Reproduce the listing that follows in full. Omit its images.
== Segment start ==
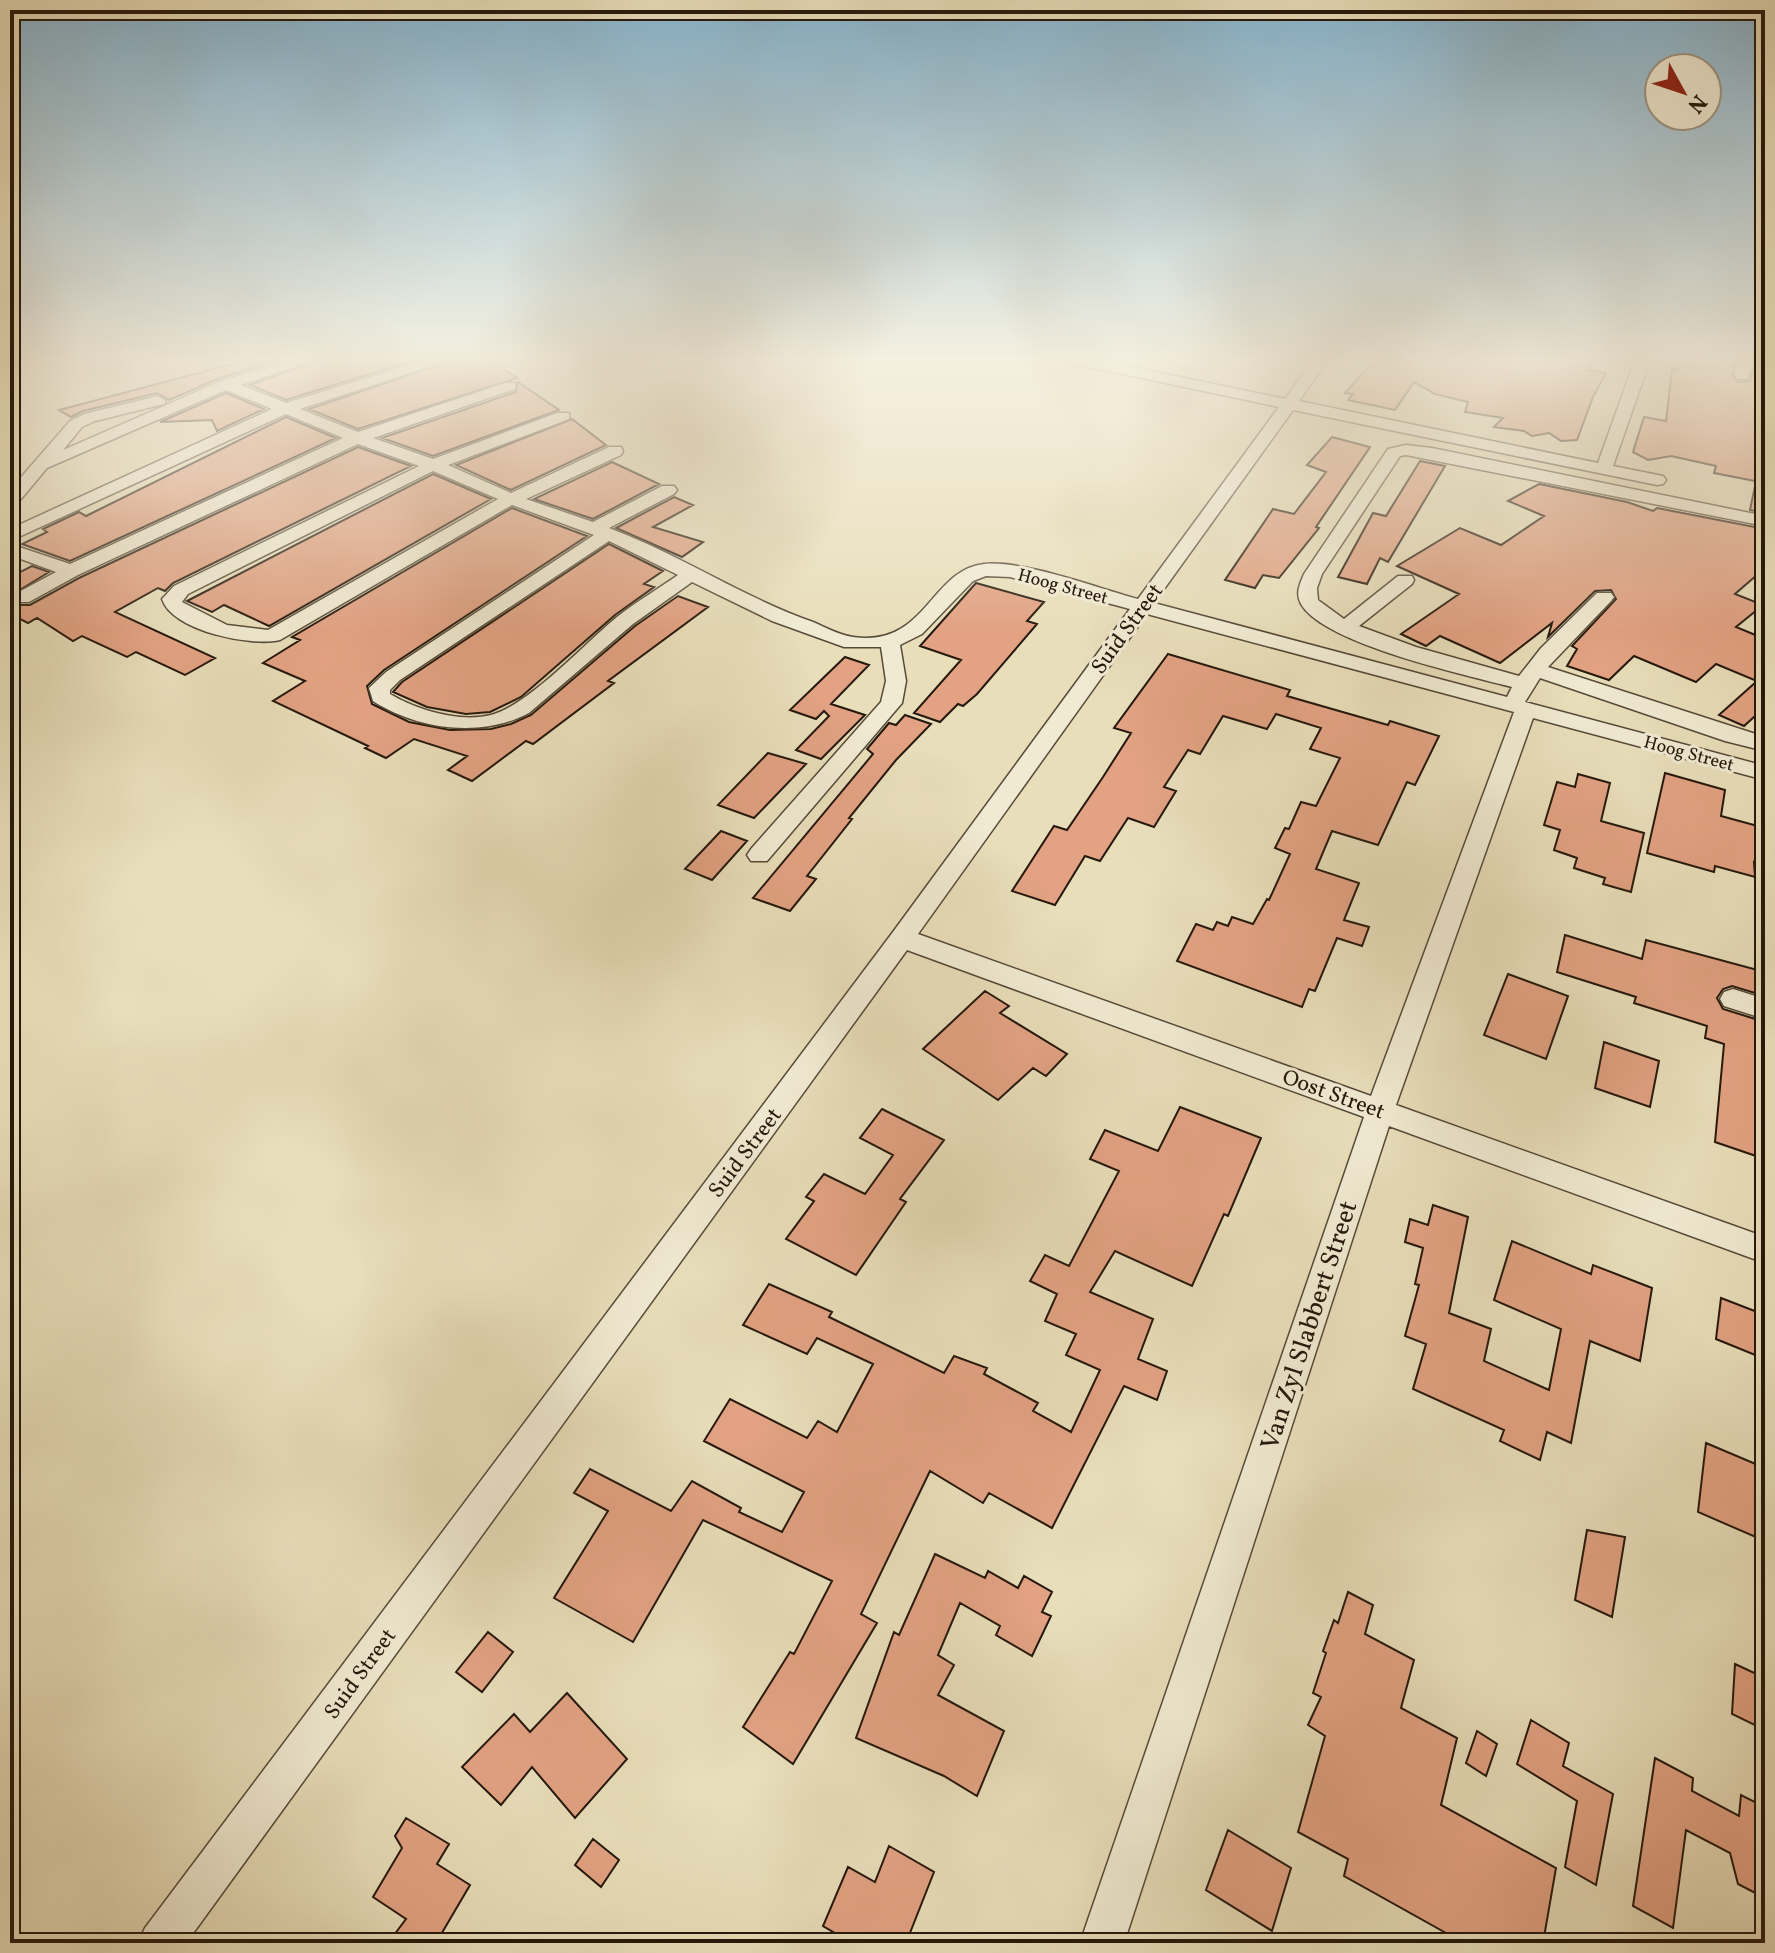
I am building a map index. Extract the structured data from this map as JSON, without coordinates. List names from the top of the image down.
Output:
{
  "streets": {
    "street": [
      "Hoog Street",
      "Suid Street",
      "Oost Street",
      "Van Zyl Slabbert Street"
    ]
  },
  "crossings": [
    ["Hoog Street", "Suid Street"],
    ["Hoog Street", "Van Zyl Slabbert Street"],
    ["Suid Street", "Oost Street"],
    ["Oost Street", "Van Zyl Slabbert Street"]
  ],
  "north": "bottom right"
}
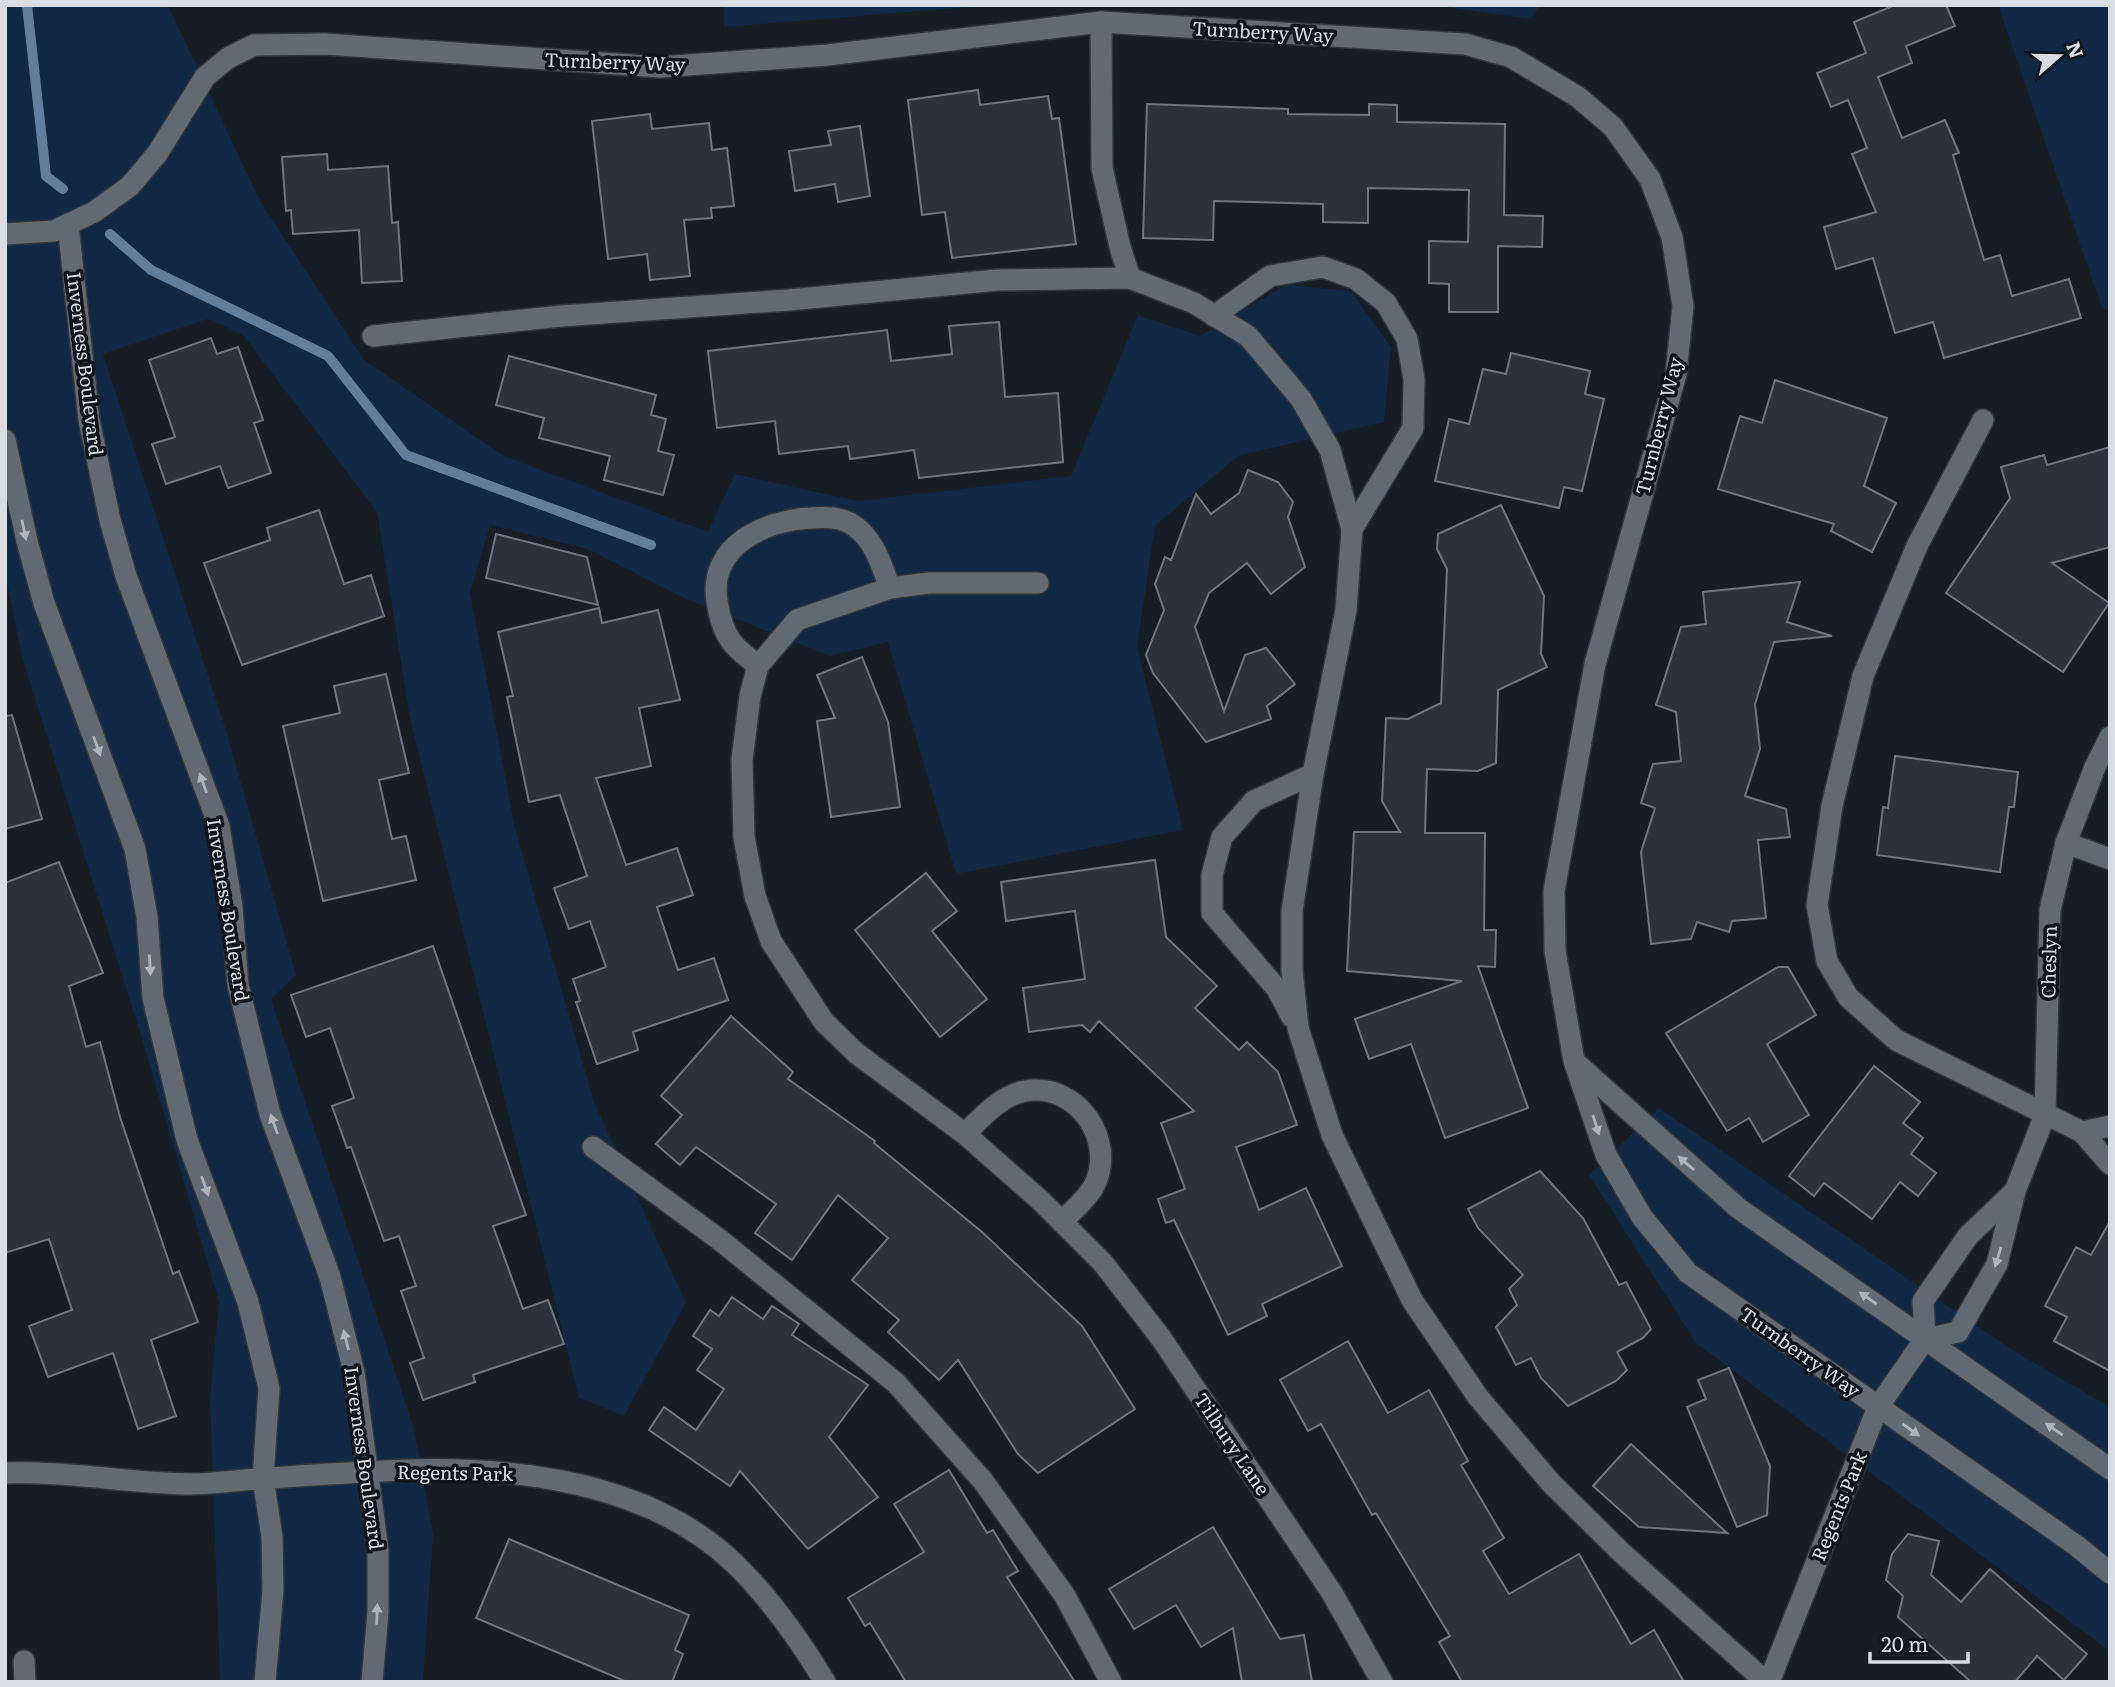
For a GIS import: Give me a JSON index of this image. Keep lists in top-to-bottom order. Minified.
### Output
{"streets":{"street":["Turnberry Way","Inverness Boulevard","Cheslyn","Tilbury Lane","Regents Park"]},"crossings":[["Turnberry Way","Inverness Boulevard"],["Turnberry Way","Regents Park"],["Inverness Boulevard","Regents Park"],["Cheslyn","Regents Park"]],"scale_bar":"20 m","north":"right"}
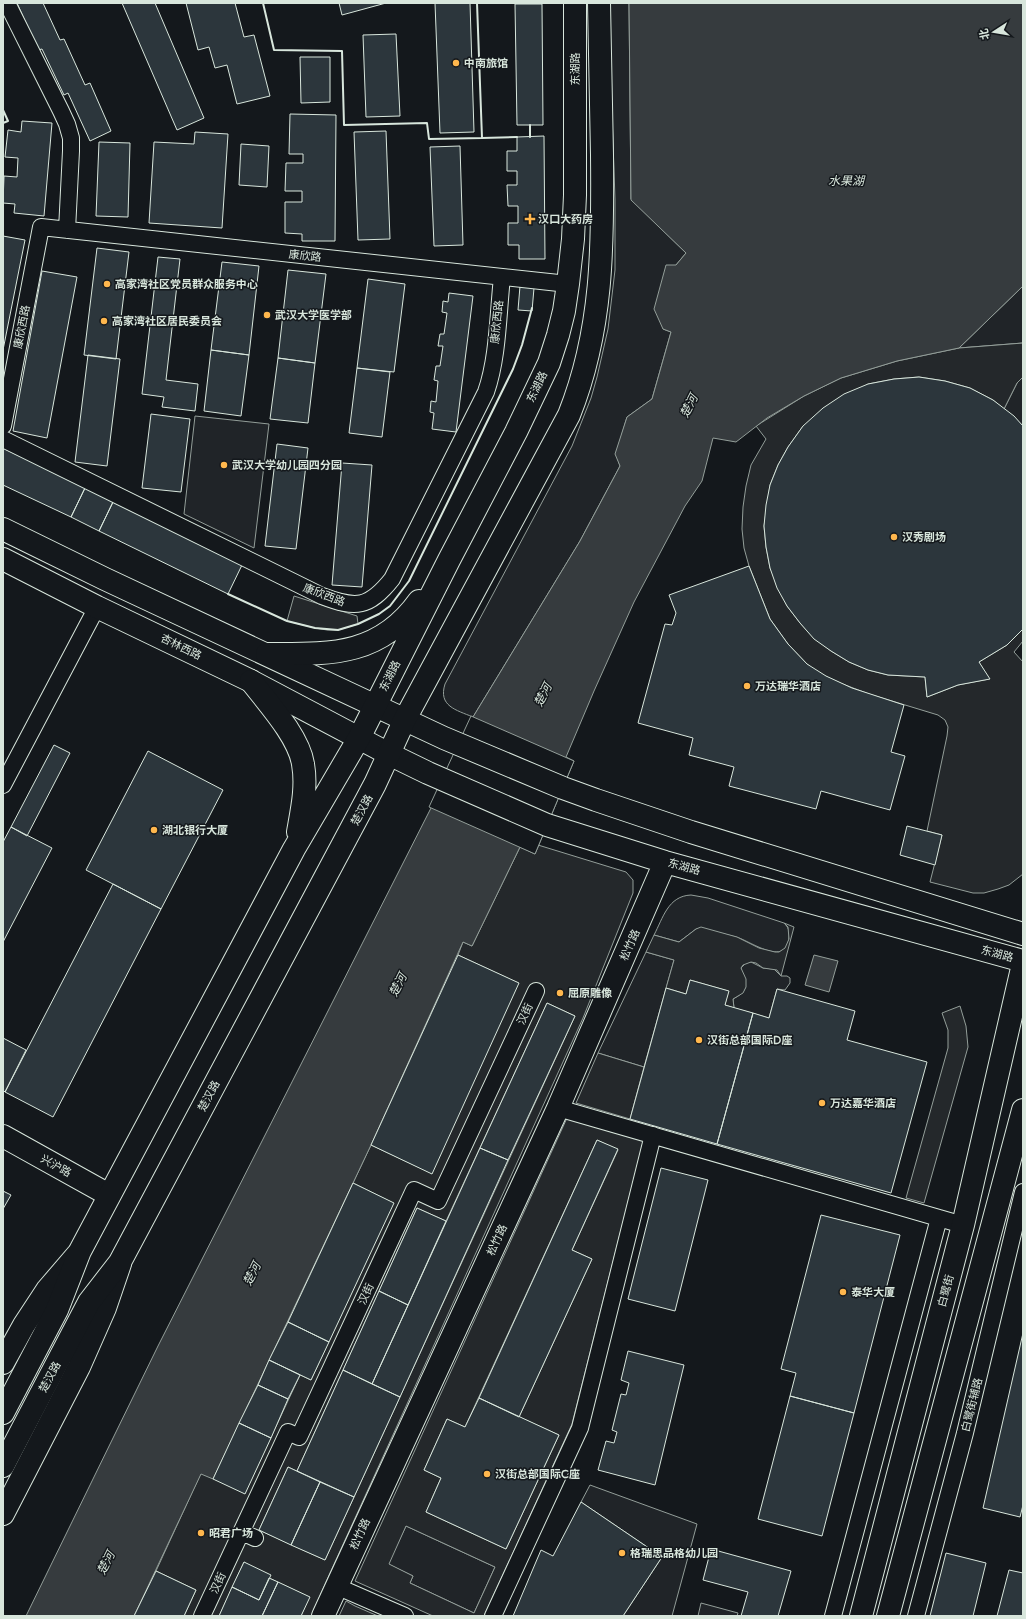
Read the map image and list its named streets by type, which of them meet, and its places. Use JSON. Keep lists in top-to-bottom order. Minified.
== Segment end ==
*OUTPUT*:
I am building a map index. Extract the structured data from this map as JSON, without coordinates. List names from the top of the image down.
Output:
{
  "streets": {
    "street": [
      "Hoog Street",
      "Suid Street",
      "Oost Street",
      "Van Zyl Slabbert Street"
    ]
  },
  "crossings": [
    ["Hoog Street", "Suid Street"],
    ["Hoog Street", "Van Zyl Slabbert Street"],
    ["Suid Street", "Oost Street"],
    ["Oost Street", "Van Zyl Slabbert Street"]
  ],
  "north": "bottom right"
}
For a GIS import: Give me a JSON index of this image. Keep lists in top-to-bottom order. Minified.
### Output
{"streets":{"street":["Turnberry Way","Inverness Boulevard","Cheslyn","Tilbury Lane","Regents Park"]},"crossings":[["Turnberry Way","Inverness Boulevard"],["Turnberry Way","Regents Park"],["Inverness Boulevard","Regents Park"],["Cheslyn","Regents Park"]],"scale_bar":"20 m","north":"right"}
Read the map image and list its named streets by type, which of them meet, and its places. Use JSON. Keep lists in top-to-bottom order. Minified.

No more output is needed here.